As mentioned above, stressed-out couples tend to have one or both partners in lifestyles where opportunity for sex is limited to 15 minutes scheduled between waking and breakfast on alternating Saturdays, for example.

To stress out less involves lifestyle changes - more time for relaxing, thus providing opportunities to have more sex. (And not just more sex, but better sex!) More sex = better chance of pregnancy. Too simple.

Diversions are a good method too. By concentrating on something else besides getting pregnant, stuff just happens.

Zeplette was like this. We had been trying for a short while, but without luck. So we decided to travel overseas instead that year. And in the middle of the fun of making extensive travel arrangements...touchdown! So we deferred the travel a year, and a seven-month-old Zeplette went with us!
 
Yes, believe it or not :)

Ok, she really wasn't, but the extended pun was too good to pass up.

Marc

I was born at the beginning of August, 1979. My father took my mom to see Alien in theaters.

I'm amazed they stayed together long enough to have my sister...
 
Based on current research, having dad keep the cellphone away from private parts might be a good thing as well. (The connection with both items is that they increase temperature in your testicles. Temperature matters. Sensitive spots are exposed because they need to be below body temperature...)


I'm going to need to see some citations before I believe that one. Not the claim that temperature matters, the claim that cell phones can increase temperature in one's testicles.
 
Since we're probably talking about someone from either North America or Western Europe, I think the answer to that question is: Infertility here has essentially no impact on world population. Most western nations only have a growing population because of immigration. It hardly seems fair that westerners, who can provide an excellent environment for their children, should not receive fertility treatments because families in third world countries are so large.

If we disregard for a moment "correlation doesn't show causation" then it would seem that if we really wanted to do something about the world's population, we'd spend lots of money educating women in the third world (which in itself certainly sounds like a noble goal).

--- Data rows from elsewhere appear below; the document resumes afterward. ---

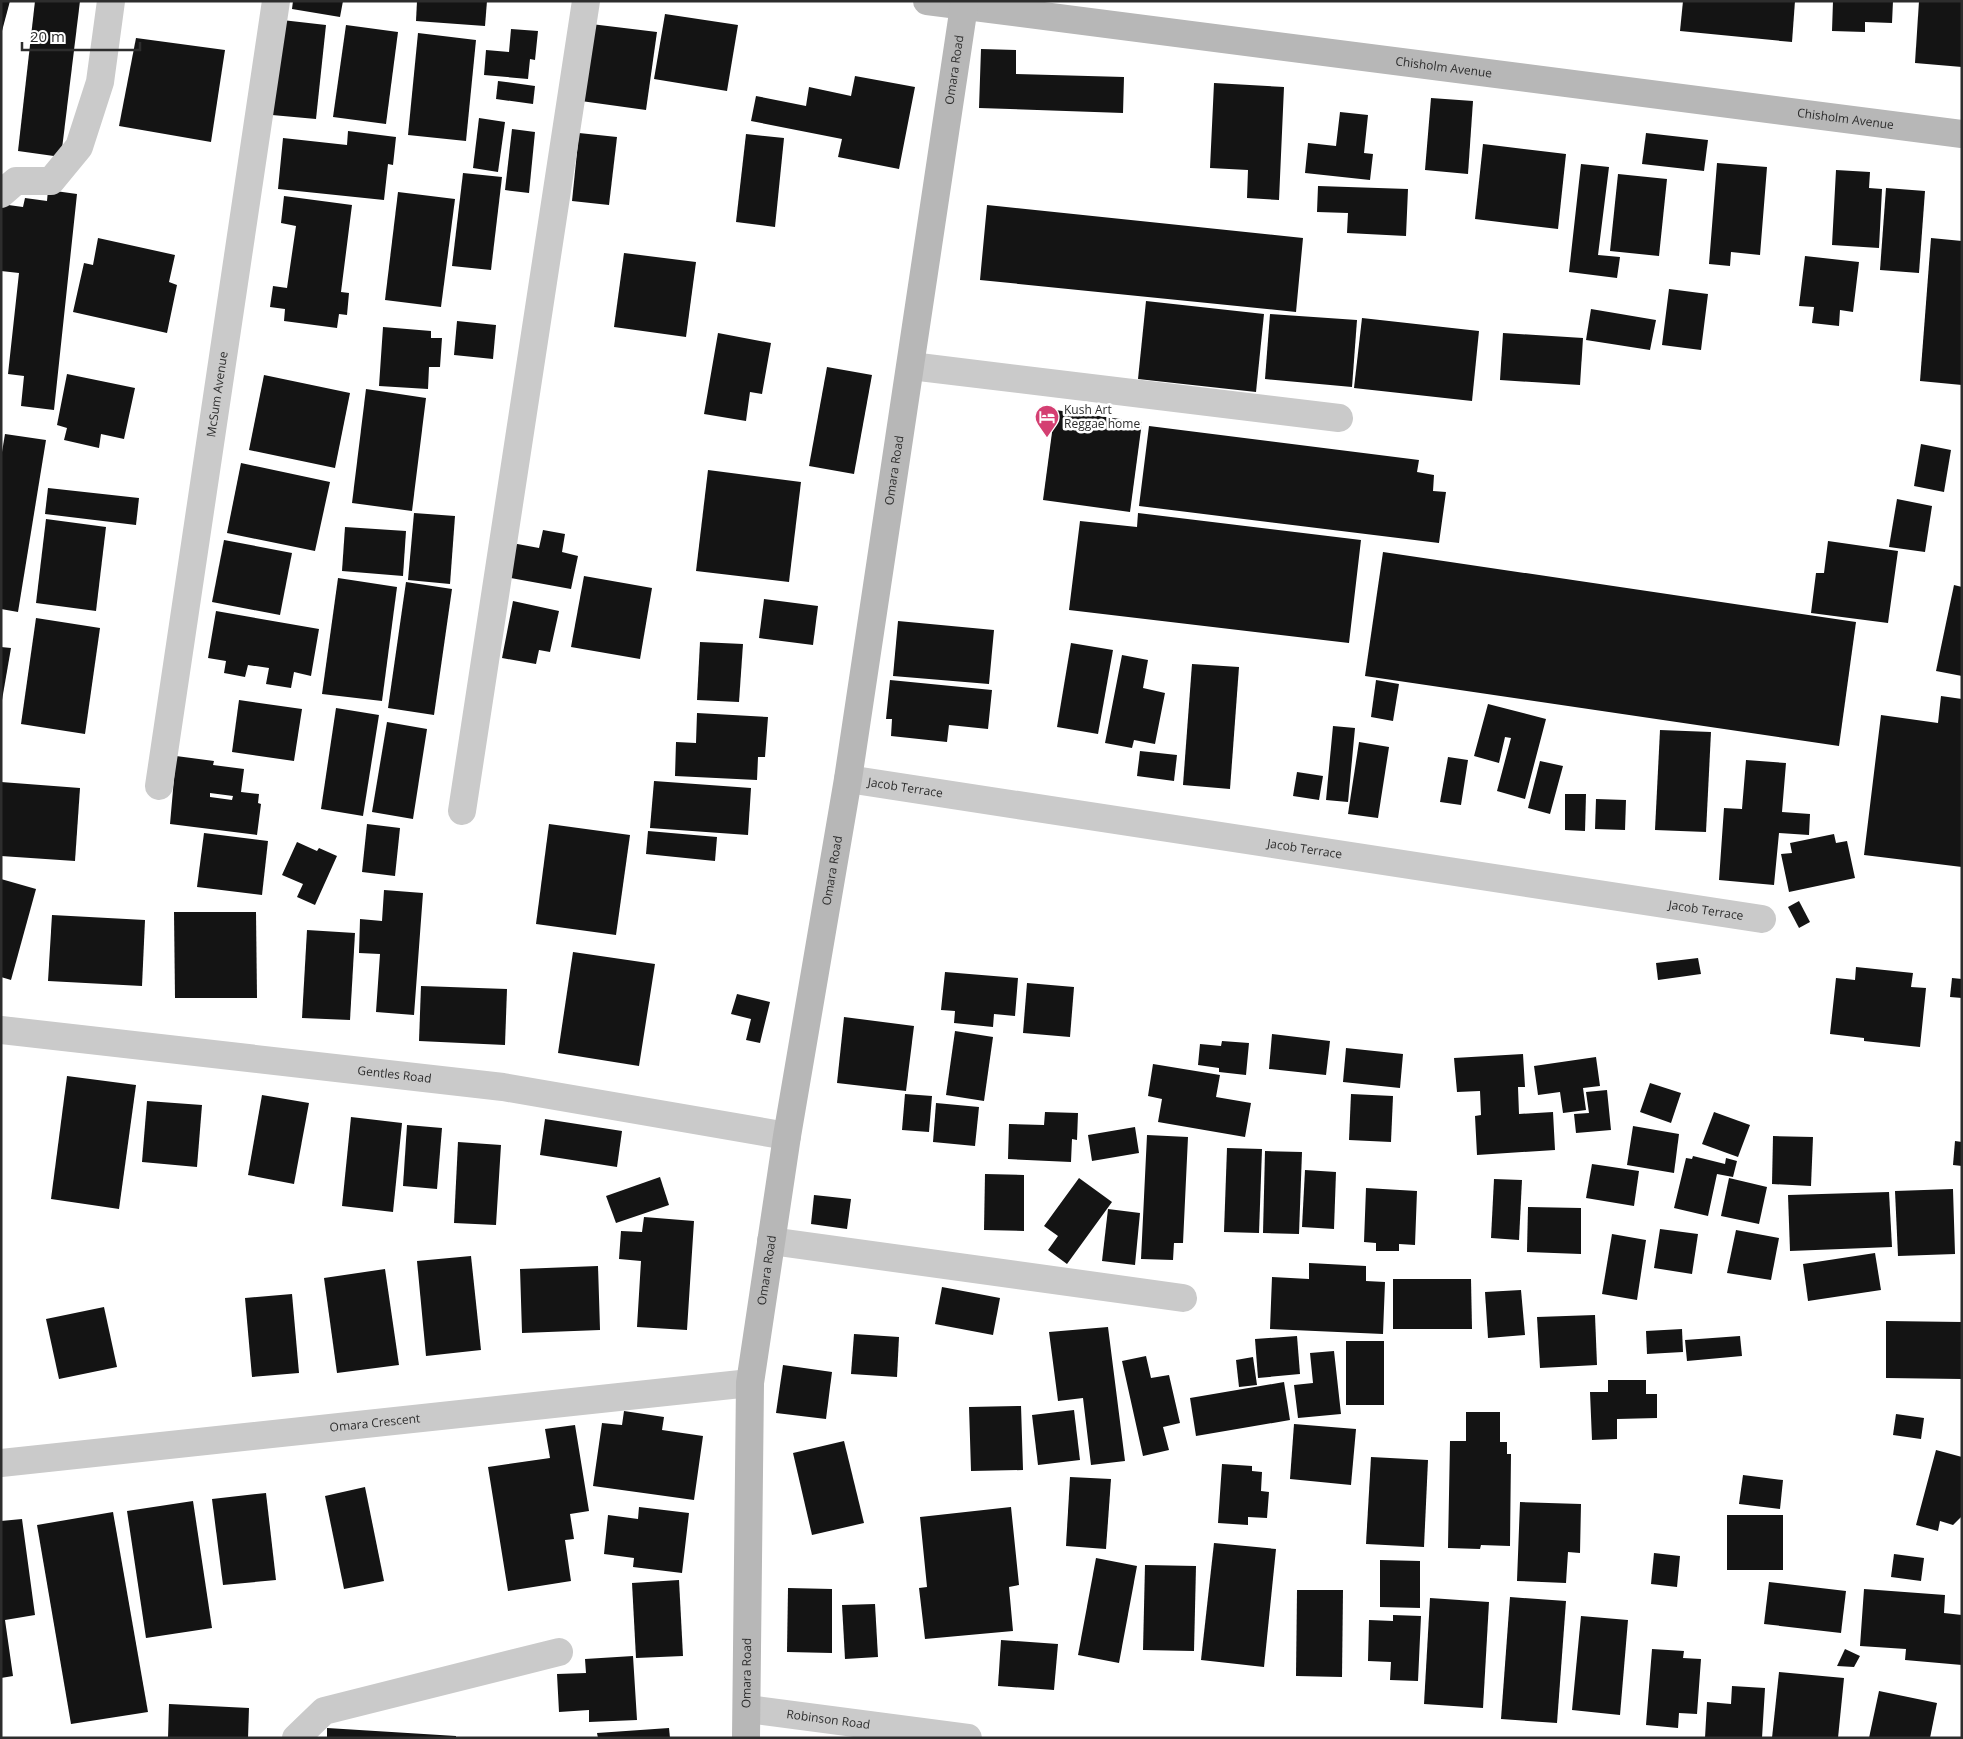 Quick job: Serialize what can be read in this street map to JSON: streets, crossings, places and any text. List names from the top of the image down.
{
  "streets": {
    "street": [
      "Chisholm Avenue",
      "Omara Road",
      "McSum Avenue",
      "Jacob Terrace",
      "Gentles Road",
      "Omara Crescent",
      "Robinson Road"
    ]
  },
  "crossings": [
    ["Chisholm Avenue", "Omara Road"],
    ["Omara Road", "Jacob Terrace"],
    ["Omara Road", "Gentles Road"],
    ["Omara Road", "Omara Crescent"],
    ["Omara Road", "Robinson Road"]
  ],
  "places": {
    "hotel": ["Kush Art Reggae home"]
  },
  "scale_bar": "20 m"
} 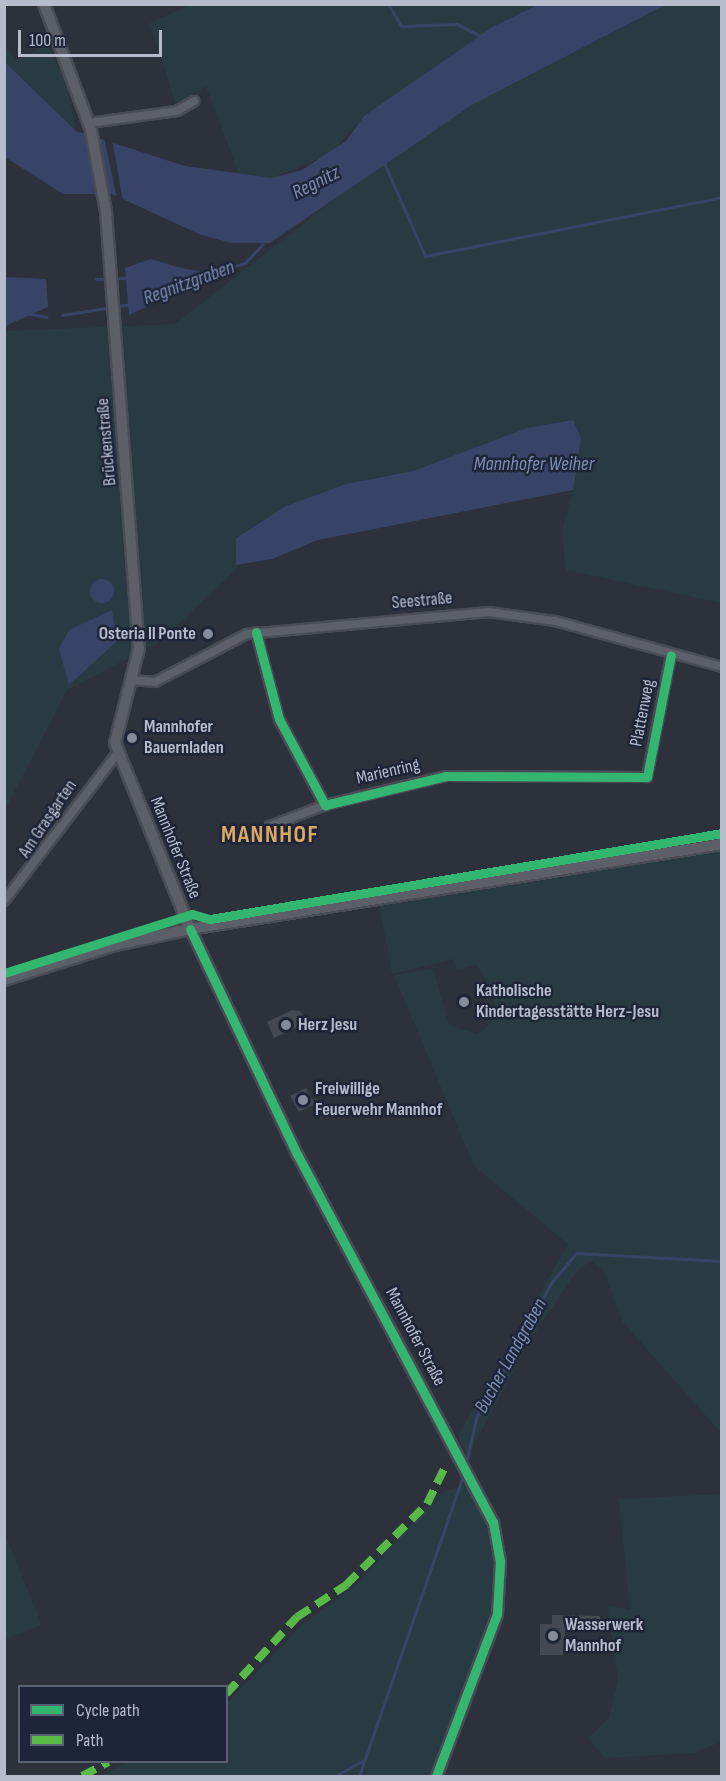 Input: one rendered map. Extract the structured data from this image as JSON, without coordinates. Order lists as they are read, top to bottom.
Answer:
{
  "streets": {
    "main road": ["Brückenstraße", "Mannhofer Straße"],
    "street": [
      "Seestraße",
      "Plattenweg",
      "Marienring",
      "Am Grasgarten"
    ]
  },
  "crossings": [
    ["Brückenstraße", "Seestraße"],
    ["Brückenstraße", "Mannhofer Straße"],
    ["Seestraße", "Plattenweg"],
    ["Seestraße", "Mannhofer Straße"],
    ["Plattenweg", "Marienring"],
    ["Am Grasgarten", "Mannhofer Straße"]
  ],
  "districts": ["MANNHOF"],
  "water": [
    "Regnitz",
    "Regnitzgraben",
    "Mannhofer Weiher",
    "Bucher Landgraben"
  ],
  "places": [
    "Osteria Il Ponte",
    "Mannhofer Bauernladen",
    "Katholische Kindertagesstätte Herz-Jesu",
    "Herz Jesu",
    "Freiwillige Feuerwehr Mannhof",
    "Wasserwerk Mannhof"
  ],
  "legend": ["Cycle path", "Path"],
  "scale_bar": "100 m"
}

But World population is not the problem, impact of population on resources is.The Western world has a foot print that accounts for about half of the world's consumption. Adding one Westerner is about as dangerous as 20 third worlders. We must first remove the beam from our own eye.
 
I don't know about a beach, but Mrs. L and I had been trying for about three months with no luck. Then, one day, we went to Sea World.

Seven months* later, the BorgMonkey clawed her way out of Mommy's tummy and demanded to be fed, clothed, cuddled and worshipped.



*She was born two months early.

Marc

Hate to be a spoilsport, but three months isn't much. If I remember correctly, you're not advised to seek a doctor until you have tried for at least one year without success.

After all, you usually have just a couple of days each month available. So, if you look at it from the perspective of the business world, it only took a week or thereabouts of "office days" before things went right.
 
Don't forget the part the man has to play in all of this. What can I say, each time 'we' got pregnant, it didn't seem too hard ;).

You remind me of my great-aunt. Every time in (my) living memory a new grandchild of hers was on the way, she announced that "we are pregnant again".


I agree with you, though, that we guys clearly have the easy part in this.